#### [The task]
Please transcribe exactly, and only, the lines of the data below between the line holding "ctx.setLineDash(dash || []);" and the line holding "ctx.textAlign = isNaN(turn)", inclusive.
※
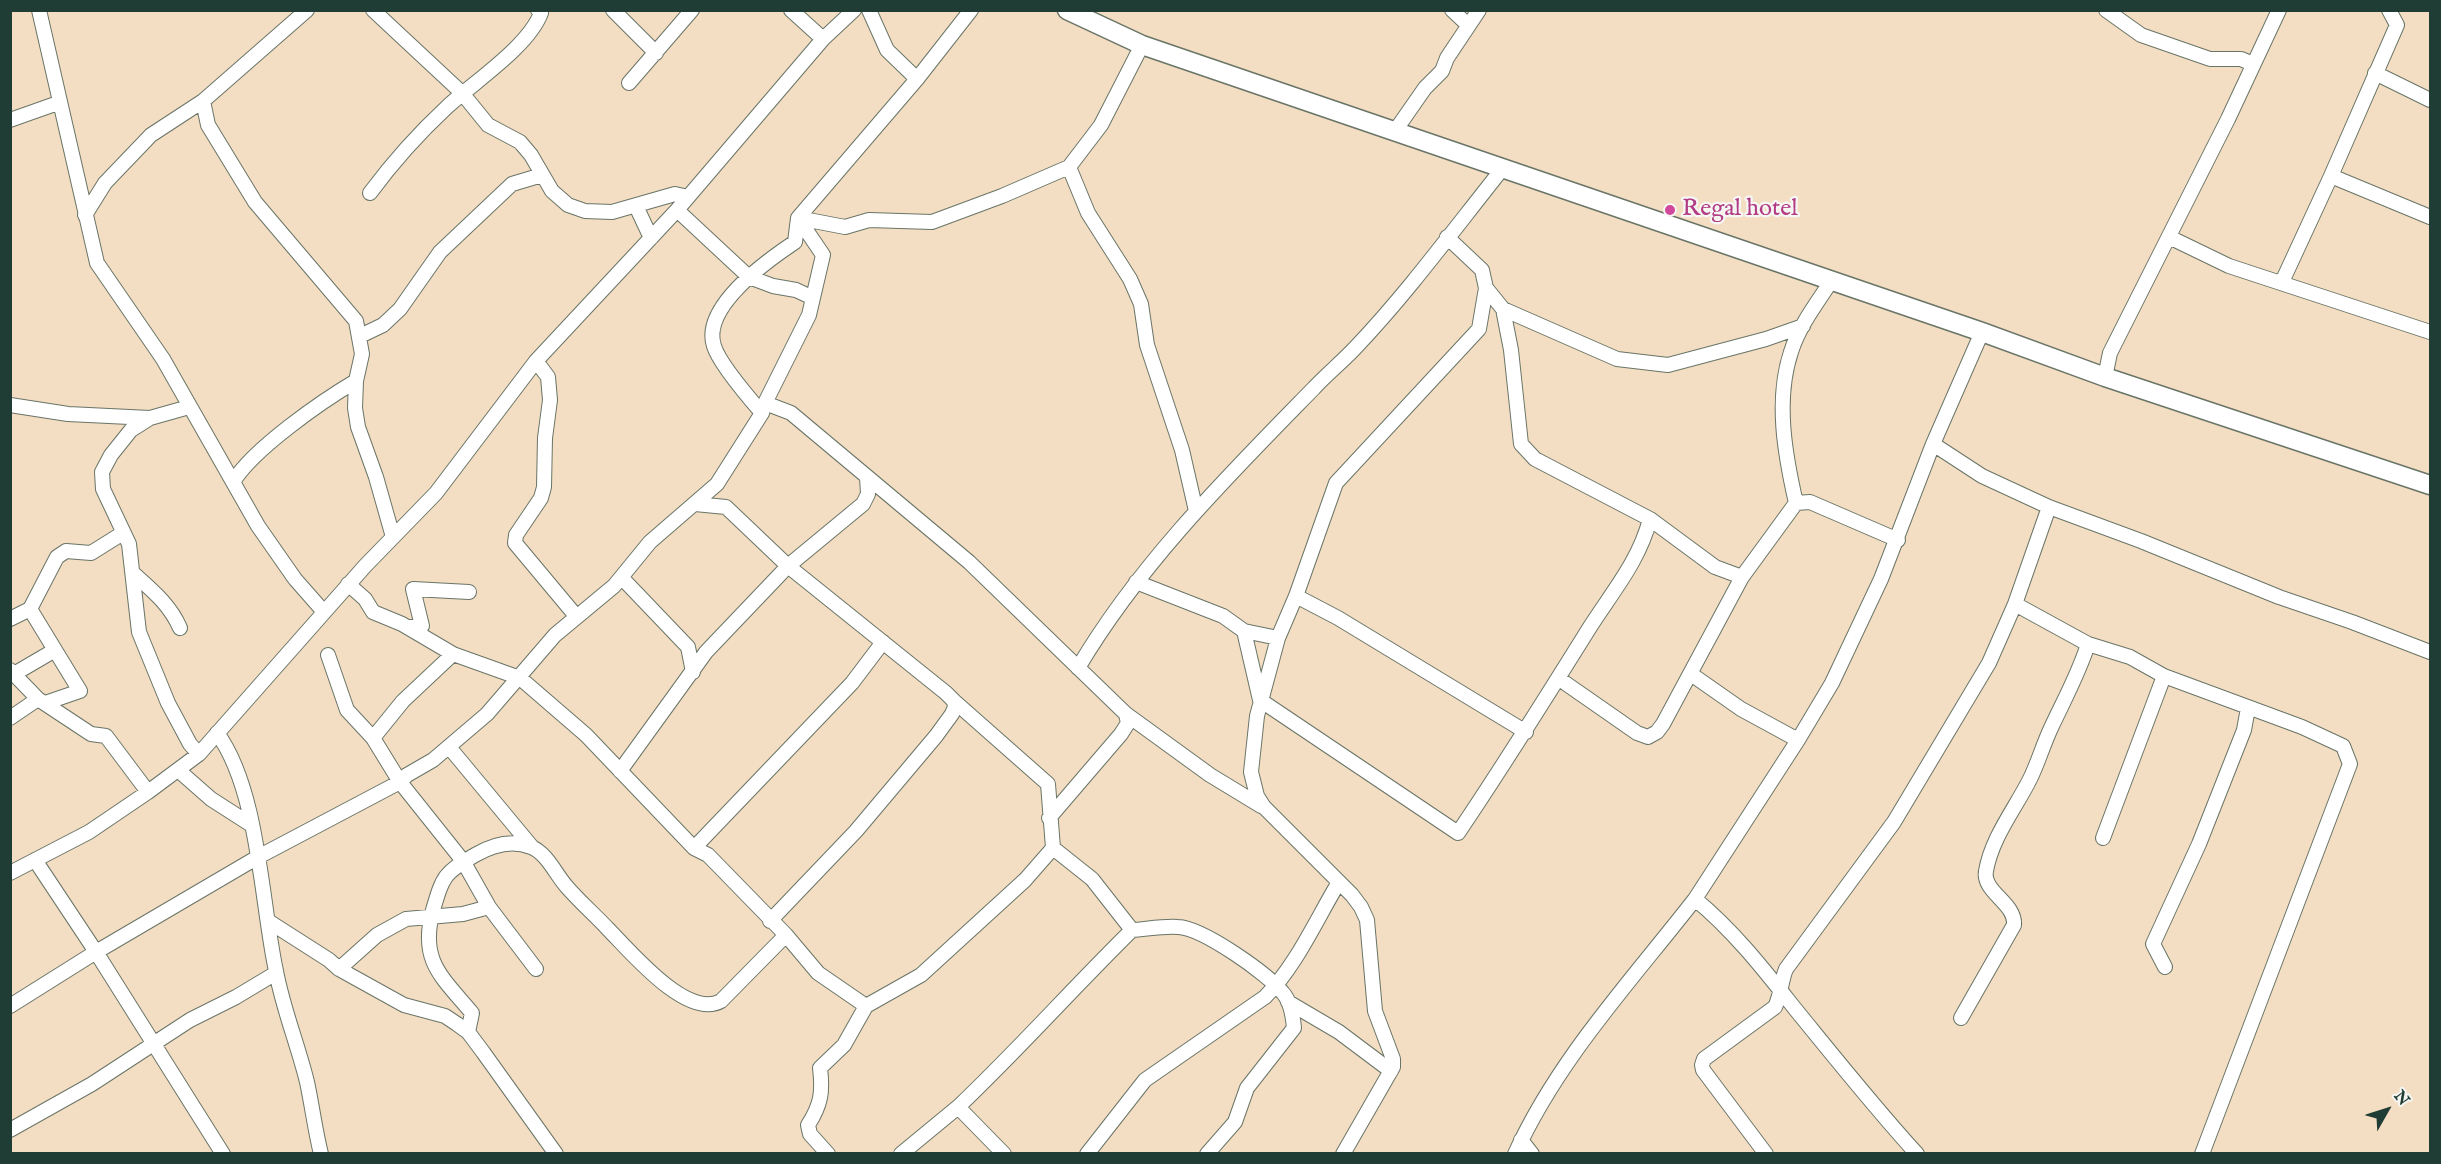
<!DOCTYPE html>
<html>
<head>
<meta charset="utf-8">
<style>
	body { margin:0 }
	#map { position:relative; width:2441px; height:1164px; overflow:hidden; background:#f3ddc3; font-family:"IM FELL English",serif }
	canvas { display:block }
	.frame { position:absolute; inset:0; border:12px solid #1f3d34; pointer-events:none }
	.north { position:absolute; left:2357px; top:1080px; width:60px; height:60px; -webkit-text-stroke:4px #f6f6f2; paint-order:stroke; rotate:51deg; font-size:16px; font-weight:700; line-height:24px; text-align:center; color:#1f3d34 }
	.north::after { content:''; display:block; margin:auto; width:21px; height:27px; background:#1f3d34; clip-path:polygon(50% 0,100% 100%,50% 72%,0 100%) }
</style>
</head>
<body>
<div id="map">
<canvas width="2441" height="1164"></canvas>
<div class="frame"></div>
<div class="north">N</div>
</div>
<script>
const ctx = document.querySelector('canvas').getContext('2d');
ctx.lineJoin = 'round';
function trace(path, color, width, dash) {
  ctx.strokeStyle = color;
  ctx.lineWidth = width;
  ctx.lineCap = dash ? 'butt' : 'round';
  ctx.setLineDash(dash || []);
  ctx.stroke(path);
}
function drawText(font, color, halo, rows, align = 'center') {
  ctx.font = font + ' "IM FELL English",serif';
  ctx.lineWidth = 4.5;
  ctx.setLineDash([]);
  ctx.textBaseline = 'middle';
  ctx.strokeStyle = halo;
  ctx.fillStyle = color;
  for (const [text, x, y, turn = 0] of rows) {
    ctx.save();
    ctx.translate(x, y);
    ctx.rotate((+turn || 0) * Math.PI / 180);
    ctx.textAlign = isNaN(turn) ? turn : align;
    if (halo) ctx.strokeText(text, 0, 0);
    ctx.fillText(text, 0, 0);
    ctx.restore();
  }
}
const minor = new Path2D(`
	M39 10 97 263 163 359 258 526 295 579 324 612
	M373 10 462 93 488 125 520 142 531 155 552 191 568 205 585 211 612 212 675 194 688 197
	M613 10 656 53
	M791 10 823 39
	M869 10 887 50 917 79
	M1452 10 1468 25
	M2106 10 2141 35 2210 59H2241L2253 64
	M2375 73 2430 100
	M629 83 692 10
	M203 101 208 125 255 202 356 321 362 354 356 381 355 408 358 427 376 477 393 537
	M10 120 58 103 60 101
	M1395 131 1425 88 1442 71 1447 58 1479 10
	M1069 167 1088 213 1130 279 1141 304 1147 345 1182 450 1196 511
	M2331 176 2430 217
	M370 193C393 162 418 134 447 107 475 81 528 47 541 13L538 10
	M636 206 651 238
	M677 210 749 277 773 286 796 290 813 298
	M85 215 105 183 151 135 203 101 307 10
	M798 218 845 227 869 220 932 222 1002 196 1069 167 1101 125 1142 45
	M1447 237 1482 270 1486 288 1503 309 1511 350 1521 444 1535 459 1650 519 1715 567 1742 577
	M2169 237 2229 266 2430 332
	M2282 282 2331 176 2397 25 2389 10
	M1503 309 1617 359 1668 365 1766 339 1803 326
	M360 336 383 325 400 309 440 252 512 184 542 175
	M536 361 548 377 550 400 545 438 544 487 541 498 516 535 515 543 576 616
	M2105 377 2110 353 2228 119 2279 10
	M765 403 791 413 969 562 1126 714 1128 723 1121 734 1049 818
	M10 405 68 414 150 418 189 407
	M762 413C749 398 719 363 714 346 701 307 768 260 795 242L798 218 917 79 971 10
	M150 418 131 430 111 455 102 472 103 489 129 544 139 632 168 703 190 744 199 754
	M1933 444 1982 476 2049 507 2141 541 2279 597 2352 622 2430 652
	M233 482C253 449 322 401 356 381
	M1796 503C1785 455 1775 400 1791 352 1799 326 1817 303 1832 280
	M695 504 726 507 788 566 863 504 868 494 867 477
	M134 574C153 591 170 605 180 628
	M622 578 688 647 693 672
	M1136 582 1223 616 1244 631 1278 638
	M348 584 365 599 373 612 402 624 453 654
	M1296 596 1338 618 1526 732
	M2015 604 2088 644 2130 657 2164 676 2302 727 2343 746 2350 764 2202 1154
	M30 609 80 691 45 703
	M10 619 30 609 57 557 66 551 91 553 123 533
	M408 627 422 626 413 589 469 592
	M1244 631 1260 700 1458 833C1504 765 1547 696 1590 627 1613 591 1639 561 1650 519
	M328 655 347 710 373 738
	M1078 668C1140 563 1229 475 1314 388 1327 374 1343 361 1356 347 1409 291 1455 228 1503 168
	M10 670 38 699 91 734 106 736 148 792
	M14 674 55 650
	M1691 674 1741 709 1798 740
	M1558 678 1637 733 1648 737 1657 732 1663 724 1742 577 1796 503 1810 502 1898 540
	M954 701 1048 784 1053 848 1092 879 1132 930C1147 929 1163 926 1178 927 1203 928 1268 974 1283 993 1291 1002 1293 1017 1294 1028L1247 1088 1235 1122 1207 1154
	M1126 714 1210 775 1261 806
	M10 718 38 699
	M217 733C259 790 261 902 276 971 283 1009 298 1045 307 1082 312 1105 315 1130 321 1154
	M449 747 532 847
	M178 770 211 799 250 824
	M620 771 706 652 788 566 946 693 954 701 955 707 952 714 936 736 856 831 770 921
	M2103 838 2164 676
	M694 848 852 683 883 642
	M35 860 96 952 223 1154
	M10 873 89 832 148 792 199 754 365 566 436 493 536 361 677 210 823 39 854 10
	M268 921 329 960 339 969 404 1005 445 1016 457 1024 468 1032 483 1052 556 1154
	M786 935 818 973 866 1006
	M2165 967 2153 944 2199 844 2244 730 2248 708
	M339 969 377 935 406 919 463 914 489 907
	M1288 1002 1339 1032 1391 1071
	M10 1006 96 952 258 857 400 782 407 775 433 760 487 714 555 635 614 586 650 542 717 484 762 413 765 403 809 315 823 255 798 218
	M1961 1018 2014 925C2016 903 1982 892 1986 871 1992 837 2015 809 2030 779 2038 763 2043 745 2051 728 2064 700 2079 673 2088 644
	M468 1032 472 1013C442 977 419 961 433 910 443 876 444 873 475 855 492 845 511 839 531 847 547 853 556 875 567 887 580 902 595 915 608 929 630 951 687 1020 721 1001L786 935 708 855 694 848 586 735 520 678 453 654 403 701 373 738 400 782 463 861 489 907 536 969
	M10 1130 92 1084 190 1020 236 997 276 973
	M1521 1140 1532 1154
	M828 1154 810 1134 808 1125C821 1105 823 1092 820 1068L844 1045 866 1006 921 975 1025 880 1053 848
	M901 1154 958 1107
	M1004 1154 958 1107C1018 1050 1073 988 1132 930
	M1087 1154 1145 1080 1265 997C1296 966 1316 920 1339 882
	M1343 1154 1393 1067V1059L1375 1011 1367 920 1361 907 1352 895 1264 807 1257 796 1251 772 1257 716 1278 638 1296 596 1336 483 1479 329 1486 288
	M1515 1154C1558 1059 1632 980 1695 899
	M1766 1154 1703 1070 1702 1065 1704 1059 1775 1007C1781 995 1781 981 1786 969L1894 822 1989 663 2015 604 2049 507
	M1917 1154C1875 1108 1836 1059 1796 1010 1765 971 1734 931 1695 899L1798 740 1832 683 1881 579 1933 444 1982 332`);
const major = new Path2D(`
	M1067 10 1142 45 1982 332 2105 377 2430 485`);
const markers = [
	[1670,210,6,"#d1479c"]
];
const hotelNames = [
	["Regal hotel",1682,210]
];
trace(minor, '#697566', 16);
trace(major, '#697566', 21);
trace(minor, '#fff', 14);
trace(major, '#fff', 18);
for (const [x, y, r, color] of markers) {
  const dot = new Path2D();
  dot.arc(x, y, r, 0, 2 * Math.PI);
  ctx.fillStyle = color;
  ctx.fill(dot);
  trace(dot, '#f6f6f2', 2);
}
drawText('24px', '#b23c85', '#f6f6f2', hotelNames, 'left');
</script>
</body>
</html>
※
#### [Response to this exercise]
  ctx.setLineDash(dash || []);
  ctx.stroke(path);
}
function drawText(font, color, halo, rows, align = 'center') {
  ctx.font = font + ' "IM FELL English",serif';
  ctx.lineWidth = 4.5;
  ctx.setLineDash([]);
  ctx.textBaseline = 'middle';
  ctx.strokeStyle = halo;
  ctx.fillStyle = color;
  for (const [text, x, y, turn = 0] of rows) {
    ctx.save();
    ctx.translate(x, y);
    ctx.rotate((+turn || 0) * Math.PI / 180);
    ctx.textAlign = isNaN(turn) ? turn : align;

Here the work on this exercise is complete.